## Task to carry out
Only one stretch of the data below is wanted: the lines from the one with "g.font = font + ' Kalam,sans-serif';" through the one with "M160,133L164,140L166,165L142,168L138,161Z", repeated exactly.

## Data under study
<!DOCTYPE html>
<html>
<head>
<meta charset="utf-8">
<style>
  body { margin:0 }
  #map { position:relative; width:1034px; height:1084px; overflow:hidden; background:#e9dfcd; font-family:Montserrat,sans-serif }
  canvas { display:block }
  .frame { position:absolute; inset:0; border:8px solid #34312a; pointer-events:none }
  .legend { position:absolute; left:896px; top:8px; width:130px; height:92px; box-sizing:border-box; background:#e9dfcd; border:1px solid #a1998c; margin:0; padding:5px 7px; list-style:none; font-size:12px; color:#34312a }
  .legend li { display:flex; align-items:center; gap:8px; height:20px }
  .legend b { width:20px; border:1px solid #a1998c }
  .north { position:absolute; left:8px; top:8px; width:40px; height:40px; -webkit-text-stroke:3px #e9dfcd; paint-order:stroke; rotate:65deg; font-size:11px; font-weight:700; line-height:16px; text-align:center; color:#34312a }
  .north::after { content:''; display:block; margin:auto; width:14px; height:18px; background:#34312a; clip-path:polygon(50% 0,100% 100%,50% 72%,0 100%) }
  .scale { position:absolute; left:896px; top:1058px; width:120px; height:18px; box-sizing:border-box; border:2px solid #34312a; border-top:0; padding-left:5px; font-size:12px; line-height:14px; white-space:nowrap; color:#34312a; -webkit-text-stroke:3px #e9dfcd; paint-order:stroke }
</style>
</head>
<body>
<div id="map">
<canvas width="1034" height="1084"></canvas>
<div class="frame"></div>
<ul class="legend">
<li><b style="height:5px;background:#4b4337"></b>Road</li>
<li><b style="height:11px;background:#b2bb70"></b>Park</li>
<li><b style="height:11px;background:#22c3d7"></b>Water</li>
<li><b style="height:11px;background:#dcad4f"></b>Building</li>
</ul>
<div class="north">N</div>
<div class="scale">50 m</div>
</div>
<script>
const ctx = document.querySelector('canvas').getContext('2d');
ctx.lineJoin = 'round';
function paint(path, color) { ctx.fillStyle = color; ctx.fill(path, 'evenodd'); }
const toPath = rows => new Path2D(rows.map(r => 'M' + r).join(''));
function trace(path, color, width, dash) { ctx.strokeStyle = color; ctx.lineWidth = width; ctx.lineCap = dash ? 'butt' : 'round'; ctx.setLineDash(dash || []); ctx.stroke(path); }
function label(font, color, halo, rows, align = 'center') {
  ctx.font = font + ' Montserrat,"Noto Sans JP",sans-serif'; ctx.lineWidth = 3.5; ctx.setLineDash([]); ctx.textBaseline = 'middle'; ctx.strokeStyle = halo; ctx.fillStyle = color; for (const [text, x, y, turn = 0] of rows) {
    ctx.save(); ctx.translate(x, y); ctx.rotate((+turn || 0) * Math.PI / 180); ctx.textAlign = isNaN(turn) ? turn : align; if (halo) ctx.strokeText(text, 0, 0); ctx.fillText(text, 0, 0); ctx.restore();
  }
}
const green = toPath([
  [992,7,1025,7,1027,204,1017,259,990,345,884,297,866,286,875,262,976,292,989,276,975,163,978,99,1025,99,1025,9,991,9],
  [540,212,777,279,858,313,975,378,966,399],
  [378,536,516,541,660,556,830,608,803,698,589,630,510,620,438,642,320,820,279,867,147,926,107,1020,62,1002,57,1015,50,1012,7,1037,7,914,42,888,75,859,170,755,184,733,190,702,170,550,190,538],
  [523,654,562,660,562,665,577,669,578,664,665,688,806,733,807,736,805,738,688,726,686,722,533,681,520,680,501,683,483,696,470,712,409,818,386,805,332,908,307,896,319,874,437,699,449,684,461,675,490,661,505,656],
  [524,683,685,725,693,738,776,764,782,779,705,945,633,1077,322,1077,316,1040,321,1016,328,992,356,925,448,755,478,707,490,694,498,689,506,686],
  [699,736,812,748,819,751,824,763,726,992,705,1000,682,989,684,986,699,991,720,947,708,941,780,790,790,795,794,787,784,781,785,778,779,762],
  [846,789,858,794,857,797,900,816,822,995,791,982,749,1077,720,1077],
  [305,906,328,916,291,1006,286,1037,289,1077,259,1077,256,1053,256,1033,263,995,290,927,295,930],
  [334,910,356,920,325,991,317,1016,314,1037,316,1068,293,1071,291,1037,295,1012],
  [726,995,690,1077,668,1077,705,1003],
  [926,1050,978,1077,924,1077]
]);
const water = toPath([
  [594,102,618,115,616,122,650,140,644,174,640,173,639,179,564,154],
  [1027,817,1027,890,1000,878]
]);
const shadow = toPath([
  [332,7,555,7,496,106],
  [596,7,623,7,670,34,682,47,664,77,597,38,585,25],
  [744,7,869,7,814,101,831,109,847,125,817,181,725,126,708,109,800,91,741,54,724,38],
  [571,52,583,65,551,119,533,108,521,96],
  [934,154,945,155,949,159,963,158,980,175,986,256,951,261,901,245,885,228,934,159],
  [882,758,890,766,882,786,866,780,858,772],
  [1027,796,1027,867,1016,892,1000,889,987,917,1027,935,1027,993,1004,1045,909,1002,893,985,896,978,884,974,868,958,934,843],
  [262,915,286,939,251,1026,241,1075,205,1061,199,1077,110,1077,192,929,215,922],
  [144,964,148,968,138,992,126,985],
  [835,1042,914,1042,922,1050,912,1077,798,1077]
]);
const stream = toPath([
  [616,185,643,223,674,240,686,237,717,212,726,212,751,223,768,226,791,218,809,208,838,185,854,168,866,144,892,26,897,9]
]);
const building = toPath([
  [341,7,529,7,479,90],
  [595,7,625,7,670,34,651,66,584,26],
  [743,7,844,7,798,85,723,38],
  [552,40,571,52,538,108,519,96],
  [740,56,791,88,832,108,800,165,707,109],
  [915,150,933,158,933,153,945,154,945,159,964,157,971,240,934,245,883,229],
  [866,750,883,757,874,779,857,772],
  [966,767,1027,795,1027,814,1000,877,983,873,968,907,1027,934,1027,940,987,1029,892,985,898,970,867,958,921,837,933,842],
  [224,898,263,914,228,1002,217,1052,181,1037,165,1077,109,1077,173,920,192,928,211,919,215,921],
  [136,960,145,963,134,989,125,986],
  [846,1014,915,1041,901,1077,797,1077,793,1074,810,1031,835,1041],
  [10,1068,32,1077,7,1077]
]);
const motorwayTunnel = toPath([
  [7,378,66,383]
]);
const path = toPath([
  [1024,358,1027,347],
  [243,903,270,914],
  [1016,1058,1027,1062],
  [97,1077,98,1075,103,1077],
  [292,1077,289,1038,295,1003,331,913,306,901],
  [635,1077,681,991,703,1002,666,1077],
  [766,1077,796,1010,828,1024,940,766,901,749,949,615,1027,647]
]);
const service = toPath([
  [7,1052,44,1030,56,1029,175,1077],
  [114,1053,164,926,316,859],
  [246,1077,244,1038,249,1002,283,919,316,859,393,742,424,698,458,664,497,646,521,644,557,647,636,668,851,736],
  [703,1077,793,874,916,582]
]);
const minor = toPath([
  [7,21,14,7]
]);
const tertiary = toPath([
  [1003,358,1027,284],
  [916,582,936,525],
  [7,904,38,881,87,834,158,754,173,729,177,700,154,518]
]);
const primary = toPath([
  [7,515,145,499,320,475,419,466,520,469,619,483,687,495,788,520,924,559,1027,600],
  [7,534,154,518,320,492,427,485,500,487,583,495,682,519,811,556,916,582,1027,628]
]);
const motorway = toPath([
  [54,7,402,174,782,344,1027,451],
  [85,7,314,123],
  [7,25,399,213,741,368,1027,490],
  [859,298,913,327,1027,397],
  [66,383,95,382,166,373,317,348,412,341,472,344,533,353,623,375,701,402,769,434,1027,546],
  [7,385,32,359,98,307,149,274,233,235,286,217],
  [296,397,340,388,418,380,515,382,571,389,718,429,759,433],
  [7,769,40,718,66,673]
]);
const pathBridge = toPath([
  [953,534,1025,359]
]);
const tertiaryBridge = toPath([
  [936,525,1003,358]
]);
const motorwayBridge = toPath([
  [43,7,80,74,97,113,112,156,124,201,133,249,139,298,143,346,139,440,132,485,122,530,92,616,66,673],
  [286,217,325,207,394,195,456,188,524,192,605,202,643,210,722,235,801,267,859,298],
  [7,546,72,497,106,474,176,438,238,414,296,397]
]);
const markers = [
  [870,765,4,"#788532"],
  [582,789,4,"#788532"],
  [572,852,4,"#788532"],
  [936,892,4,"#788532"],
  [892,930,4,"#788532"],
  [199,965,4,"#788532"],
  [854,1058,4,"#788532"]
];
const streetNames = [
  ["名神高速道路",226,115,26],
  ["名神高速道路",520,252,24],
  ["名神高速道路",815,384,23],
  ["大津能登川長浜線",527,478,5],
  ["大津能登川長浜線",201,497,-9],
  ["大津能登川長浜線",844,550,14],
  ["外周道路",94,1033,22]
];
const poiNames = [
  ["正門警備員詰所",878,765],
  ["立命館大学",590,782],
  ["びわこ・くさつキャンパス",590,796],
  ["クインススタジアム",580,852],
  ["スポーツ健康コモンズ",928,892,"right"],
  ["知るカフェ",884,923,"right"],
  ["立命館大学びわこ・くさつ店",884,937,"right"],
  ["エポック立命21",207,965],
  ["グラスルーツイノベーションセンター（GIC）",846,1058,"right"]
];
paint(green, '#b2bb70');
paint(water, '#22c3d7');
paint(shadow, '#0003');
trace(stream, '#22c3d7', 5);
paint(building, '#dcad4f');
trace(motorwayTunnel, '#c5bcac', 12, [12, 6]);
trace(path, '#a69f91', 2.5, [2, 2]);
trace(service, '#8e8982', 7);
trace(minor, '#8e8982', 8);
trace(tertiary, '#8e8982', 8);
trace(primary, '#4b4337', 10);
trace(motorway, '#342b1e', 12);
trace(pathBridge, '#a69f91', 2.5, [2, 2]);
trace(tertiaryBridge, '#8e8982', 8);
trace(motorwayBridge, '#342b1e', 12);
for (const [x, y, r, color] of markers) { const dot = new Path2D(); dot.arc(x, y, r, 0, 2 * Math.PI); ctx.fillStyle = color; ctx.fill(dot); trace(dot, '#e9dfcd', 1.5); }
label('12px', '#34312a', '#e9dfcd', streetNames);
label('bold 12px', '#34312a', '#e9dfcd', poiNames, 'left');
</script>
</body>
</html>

* * *

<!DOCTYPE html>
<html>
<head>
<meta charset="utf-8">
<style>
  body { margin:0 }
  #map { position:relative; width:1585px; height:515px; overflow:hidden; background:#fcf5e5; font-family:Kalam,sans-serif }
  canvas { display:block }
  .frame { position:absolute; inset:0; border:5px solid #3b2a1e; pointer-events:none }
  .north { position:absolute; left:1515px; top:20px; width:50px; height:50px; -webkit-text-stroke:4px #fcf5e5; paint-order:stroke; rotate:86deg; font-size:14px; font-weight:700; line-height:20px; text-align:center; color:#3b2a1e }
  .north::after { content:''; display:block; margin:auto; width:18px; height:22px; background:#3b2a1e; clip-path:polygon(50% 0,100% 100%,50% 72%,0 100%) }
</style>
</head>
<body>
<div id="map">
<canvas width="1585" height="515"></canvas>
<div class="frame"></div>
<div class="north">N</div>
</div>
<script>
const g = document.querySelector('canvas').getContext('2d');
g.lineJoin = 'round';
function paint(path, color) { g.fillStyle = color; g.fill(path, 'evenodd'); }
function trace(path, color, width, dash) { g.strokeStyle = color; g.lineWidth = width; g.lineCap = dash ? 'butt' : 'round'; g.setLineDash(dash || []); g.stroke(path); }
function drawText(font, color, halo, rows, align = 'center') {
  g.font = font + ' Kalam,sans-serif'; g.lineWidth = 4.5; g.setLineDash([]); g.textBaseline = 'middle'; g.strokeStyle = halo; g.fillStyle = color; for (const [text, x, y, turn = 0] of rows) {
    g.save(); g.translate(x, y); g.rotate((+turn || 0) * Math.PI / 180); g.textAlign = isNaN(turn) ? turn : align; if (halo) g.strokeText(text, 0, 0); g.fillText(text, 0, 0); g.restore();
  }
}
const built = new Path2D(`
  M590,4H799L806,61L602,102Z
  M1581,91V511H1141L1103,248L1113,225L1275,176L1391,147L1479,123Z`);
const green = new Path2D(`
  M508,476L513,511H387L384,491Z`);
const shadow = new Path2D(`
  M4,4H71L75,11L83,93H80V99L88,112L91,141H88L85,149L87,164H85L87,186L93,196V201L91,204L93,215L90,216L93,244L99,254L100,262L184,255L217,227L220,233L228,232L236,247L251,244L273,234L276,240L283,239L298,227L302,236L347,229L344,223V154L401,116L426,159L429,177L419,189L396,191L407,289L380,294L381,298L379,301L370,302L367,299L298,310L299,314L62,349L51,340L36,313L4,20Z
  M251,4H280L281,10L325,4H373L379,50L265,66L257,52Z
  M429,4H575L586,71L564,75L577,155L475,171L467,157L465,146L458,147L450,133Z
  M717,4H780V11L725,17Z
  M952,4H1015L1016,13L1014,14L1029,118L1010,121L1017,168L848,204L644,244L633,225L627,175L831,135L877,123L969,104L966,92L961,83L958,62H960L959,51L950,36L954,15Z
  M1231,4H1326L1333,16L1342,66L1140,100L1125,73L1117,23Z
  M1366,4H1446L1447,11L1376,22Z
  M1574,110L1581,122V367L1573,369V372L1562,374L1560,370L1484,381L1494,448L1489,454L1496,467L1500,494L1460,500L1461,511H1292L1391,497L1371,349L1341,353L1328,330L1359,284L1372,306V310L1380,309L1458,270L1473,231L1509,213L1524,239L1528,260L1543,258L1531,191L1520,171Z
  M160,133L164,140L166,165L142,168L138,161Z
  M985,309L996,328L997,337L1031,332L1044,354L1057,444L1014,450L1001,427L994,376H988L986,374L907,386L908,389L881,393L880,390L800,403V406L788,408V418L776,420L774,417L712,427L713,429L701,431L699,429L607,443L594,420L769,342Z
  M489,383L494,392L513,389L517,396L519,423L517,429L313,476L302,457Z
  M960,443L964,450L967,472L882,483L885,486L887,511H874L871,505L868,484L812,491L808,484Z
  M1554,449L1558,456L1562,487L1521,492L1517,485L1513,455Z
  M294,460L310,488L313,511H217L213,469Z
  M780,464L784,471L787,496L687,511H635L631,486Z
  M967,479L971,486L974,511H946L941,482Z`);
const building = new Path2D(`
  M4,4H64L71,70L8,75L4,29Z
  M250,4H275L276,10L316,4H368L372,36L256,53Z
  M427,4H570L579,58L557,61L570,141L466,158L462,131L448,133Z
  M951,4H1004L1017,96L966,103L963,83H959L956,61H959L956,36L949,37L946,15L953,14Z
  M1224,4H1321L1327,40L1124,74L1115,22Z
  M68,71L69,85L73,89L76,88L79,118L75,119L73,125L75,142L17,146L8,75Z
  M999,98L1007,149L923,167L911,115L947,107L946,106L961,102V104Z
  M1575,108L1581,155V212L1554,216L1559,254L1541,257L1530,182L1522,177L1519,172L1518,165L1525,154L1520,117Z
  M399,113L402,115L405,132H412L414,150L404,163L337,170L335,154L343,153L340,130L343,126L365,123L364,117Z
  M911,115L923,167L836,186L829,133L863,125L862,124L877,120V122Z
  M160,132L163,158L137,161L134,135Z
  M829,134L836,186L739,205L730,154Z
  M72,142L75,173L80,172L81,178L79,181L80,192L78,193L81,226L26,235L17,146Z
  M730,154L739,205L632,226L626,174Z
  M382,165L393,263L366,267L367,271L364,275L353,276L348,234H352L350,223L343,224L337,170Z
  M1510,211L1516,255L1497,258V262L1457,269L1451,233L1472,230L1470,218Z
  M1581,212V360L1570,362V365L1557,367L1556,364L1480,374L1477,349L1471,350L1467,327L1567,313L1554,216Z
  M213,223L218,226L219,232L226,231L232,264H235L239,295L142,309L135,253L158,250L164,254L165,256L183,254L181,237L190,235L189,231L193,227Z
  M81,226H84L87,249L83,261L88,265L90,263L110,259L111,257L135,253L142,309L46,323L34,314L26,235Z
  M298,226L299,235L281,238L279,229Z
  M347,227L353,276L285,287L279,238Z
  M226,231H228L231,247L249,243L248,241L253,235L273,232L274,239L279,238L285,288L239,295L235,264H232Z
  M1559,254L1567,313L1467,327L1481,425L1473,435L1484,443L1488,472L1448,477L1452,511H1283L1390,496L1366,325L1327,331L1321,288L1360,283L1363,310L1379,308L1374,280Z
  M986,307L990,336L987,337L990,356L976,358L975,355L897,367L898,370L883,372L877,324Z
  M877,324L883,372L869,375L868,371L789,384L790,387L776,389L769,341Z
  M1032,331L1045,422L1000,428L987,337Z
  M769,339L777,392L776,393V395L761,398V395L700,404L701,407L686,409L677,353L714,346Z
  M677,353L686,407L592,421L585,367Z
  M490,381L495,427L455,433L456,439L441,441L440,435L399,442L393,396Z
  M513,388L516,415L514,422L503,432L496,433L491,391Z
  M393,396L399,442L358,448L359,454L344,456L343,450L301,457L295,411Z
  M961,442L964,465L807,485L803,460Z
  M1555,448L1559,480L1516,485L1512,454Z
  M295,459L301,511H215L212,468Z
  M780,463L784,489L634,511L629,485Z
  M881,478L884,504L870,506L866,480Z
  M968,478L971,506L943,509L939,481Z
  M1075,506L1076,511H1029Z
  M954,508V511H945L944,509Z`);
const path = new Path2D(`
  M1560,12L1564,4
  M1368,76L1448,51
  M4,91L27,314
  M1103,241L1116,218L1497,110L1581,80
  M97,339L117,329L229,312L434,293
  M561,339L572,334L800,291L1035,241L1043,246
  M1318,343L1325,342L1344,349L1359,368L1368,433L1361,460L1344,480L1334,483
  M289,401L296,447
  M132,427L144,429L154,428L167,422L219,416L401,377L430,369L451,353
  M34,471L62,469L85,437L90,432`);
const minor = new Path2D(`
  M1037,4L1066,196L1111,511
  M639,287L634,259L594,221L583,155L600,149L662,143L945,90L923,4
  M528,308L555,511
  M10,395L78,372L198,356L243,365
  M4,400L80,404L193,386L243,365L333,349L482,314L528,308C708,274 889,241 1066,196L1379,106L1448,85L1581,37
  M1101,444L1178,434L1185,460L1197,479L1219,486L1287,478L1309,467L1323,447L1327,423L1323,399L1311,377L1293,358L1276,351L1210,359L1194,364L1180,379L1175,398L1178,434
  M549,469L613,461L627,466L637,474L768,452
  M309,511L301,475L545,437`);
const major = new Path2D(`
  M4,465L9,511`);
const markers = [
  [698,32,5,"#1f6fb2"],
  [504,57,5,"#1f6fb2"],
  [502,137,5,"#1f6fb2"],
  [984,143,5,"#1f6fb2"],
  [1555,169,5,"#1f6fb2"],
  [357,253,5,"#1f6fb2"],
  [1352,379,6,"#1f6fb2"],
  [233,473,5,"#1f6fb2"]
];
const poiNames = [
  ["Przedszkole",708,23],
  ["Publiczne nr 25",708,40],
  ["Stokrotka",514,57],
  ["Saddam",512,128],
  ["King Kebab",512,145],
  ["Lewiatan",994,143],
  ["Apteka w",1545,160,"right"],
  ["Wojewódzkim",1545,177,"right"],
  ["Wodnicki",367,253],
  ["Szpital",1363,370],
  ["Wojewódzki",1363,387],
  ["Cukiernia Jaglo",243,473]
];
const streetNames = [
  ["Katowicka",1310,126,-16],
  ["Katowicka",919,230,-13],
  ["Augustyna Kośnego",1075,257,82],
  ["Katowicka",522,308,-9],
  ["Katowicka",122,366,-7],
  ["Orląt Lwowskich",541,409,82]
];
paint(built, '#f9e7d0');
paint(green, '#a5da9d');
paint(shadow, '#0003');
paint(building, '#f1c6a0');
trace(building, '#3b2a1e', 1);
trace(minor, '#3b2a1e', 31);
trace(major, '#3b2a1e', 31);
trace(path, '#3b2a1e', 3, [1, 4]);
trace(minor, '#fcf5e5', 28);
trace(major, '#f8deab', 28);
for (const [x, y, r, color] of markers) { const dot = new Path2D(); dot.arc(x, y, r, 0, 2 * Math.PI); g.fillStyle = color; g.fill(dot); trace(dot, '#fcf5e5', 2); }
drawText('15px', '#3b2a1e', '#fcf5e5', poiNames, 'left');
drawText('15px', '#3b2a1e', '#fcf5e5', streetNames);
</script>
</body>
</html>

--

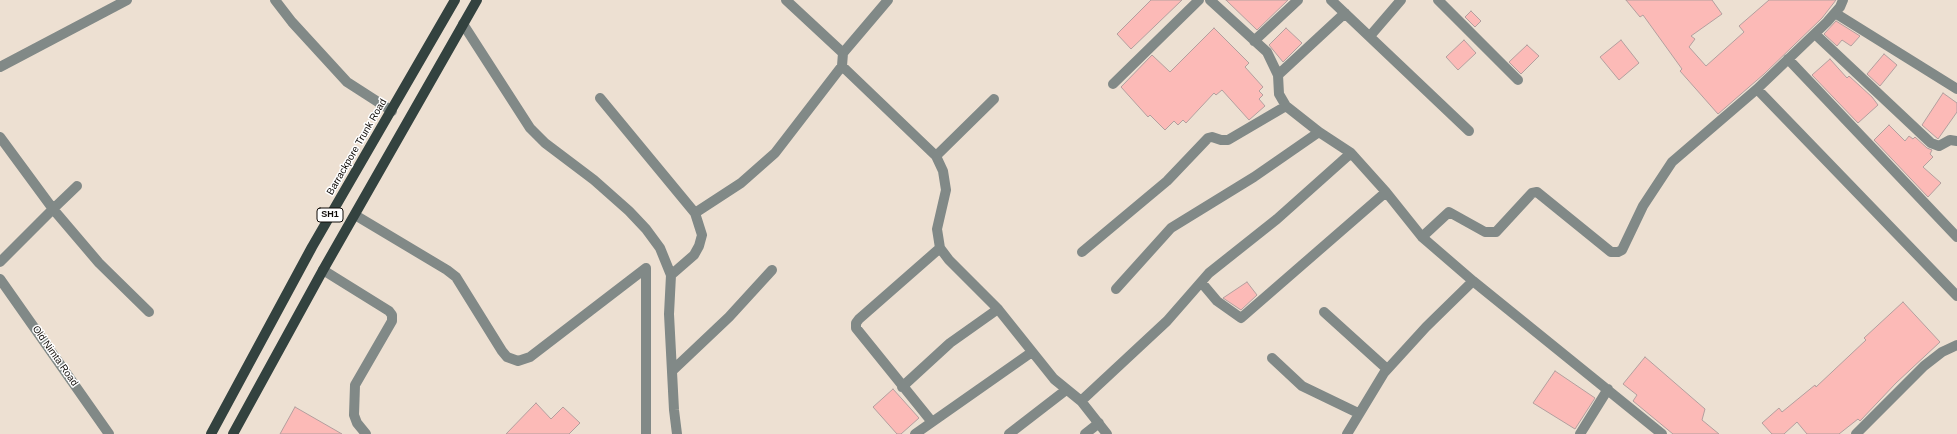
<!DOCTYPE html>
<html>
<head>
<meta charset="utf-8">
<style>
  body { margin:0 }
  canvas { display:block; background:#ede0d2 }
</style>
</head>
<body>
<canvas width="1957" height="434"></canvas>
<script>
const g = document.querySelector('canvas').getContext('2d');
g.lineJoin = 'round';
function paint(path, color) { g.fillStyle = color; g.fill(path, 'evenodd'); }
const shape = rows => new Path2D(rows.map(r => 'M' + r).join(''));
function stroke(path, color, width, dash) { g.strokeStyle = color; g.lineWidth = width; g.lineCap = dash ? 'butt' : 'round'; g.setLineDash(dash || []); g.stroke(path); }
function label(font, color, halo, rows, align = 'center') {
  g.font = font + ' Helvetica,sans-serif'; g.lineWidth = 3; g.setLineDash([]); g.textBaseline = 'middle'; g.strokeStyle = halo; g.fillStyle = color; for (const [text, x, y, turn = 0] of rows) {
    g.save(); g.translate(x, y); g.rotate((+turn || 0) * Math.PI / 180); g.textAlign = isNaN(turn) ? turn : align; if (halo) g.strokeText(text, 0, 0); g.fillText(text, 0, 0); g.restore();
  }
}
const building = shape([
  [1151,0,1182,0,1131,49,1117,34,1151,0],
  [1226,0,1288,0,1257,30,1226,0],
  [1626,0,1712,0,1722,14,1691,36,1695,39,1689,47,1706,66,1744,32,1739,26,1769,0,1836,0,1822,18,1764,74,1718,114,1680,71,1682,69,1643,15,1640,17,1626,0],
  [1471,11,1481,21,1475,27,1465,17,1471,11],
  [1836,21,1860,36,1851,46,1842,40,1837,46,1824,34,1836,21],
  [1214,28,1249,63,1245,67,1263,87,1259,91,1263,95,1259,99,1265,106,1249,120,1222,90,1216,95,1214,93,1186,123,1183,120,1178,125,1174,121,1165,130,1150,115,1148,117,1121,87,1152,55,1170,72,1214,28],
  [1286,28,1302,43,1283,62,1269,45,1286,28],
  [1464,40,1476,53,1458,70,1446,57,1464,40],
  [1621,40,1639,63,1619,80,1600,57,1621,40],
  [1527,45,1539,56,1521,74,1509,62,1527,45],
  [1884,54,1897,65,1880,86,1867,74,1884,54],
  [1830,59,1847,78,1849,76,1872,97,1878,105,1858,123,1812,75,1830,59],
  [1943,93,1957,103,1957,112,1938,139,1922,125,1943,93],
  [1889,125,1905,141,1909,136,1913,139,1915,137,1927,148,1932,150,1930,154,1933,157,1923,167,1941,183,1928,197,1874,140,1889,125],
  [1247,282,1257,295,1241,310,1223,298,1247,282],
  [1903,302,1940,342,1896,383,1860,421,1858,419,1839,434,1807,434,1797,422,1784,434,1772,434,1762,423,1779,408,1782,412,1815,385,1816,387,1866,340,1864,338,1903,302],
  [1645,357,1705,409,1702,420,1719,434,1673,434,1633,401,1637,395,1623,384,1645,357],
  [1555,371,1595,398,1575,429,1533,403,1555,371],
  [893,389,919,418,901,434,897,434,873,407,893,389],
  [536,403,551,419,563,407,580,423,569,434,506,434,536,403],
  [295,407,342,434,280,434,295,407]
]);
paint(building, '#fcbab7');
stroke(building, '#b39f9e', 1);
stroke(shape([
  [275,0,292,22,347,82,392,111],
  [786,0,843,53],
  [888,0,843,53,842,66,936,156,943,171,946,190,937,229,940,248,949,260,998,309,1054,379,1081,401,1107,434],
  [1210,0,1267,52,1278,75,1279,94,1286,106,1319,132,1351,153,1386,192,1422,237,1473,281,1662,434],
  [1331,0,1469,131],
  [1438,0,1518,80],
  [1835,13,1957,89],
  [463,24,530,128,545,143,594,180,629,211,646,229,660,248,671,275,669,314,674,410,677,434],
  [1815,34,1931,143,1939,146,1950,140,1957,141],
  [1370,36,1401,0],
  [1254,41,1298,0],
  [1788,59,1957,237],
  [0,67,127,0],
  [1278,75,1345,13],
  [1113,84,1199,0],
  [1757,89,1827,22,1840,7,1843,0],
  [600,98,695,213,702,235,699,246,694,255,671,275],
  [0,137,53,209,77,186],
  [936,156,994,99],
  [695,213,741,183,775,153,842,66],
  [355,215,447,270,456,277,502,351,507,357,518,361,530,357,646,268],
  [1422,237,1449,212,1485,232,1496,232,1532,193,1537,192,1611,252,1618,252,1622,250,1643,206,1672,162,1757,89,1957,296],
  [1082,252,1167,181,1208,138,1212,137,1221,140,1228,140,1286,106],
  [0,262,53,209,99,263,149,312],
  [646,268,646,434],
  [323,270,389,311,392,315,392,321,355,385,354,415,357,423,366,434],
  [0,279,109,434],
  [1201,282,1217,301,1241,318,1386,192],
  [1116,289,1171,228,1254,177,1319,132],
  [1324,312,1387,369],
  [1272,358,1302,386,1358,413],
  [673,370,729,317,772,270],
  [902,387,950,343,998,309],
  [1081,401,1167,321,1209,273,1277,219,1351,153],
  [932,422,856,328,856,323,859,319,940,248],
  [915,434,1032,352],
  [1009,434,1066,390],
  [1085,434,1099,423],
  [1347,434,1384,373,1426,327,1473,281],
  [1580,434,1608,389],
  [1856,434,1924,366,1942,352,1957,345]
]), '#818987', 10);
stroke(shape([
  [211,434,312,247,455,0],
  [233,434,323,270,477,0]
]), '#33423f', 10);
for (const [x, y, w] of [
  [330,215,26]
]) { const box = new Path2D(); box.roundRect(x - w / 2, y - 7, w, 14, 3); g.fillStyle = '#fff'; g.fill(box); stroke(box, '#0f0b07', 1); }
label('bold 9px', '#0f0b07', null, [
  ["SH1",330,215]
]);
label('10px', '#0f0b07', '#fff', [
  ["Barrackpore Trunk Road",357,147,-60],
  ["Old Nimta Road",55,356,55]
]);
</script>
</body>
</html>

## Output of the task
  g.font = font + ' Kalam,sans-serif'; g.lineWidth = 4.5; g.setLineDash([]); g.textBaseline = 'middle'; g.strokeStyle = halo; g.fillStyle = color; for (const [text, x, y, turn = 0] of rows) {
    g.save(); g.translate(x, y); g.rotate((+turn || 0) * Math.PI / 180); g.textAlign = isNaN(turn) ? turn : align; if (halo) g.strokeText(text, 0, 0); g.fillText(text, 0, 0); g.restore();
  }
}
const built = new Path2D(`
  M590,4H799L806,61L602,102Z
  M1581,91V511H1141L1103,248L1113,225L1275,176L1391,147L1479,123Z`);
const green = new Path2D(`
  M508,476L513,511H387L384,491Z`);
const shadow = new Path2D(`
  M4,4H71L75,11L83,93H80V99L88,112L91,141H88L85,149L87,164H85L87,186L93,196V201L91,204L93,215L90,216L93,244L99,254L100,262L184,255L217,227L220,233L228,232L236,247L251,244L273,234L276,240L283,239L298,227L302,236L347,229L344,223V154L401,116L426,159L429,177L419,189L396,191L407,289L380,294L381,298L379,301L370,302L367,299L298,310L299,314L62,349L51,340L36,313L4,20Z
  M251,4H280L281,10L325,4H373L379,50L265,66L257,52Z
  M429,4H575L586,71L564,75L577,155L475,171L467,157L465,146L458,147L450,133Z
  M717,4H780V11L725,17Z
  M952,4H1015L1016,13L1014,14L1029,118L1010,121L1017,168L848,204L644,244L633,225L627,175L831,135L877,123L969,104L966,92L961,83L958,62H960L959,51L950,36L954,15Z
  M1231,4H1326L1333,16L1342,66L1140,100L1125,73L1117,23Z
  M1366,4H1446L1447,11L1376,22Z
  M1574,110L1581,122V367L1573,369V372L1562,374L1560,370L1484,381L1494,448L1489,454L1496,467L1500,494L1460,500L1461,511H1292L1391,497L1371,349L1341,353L1328,330L1359,284L1372,306V310L1380,309L1458,270L1473,231L1509,213L1524,239L1528,260L1543,258L1531,191L1520,171Z
  M160,133L164,140L166,165L142,168L138,161Z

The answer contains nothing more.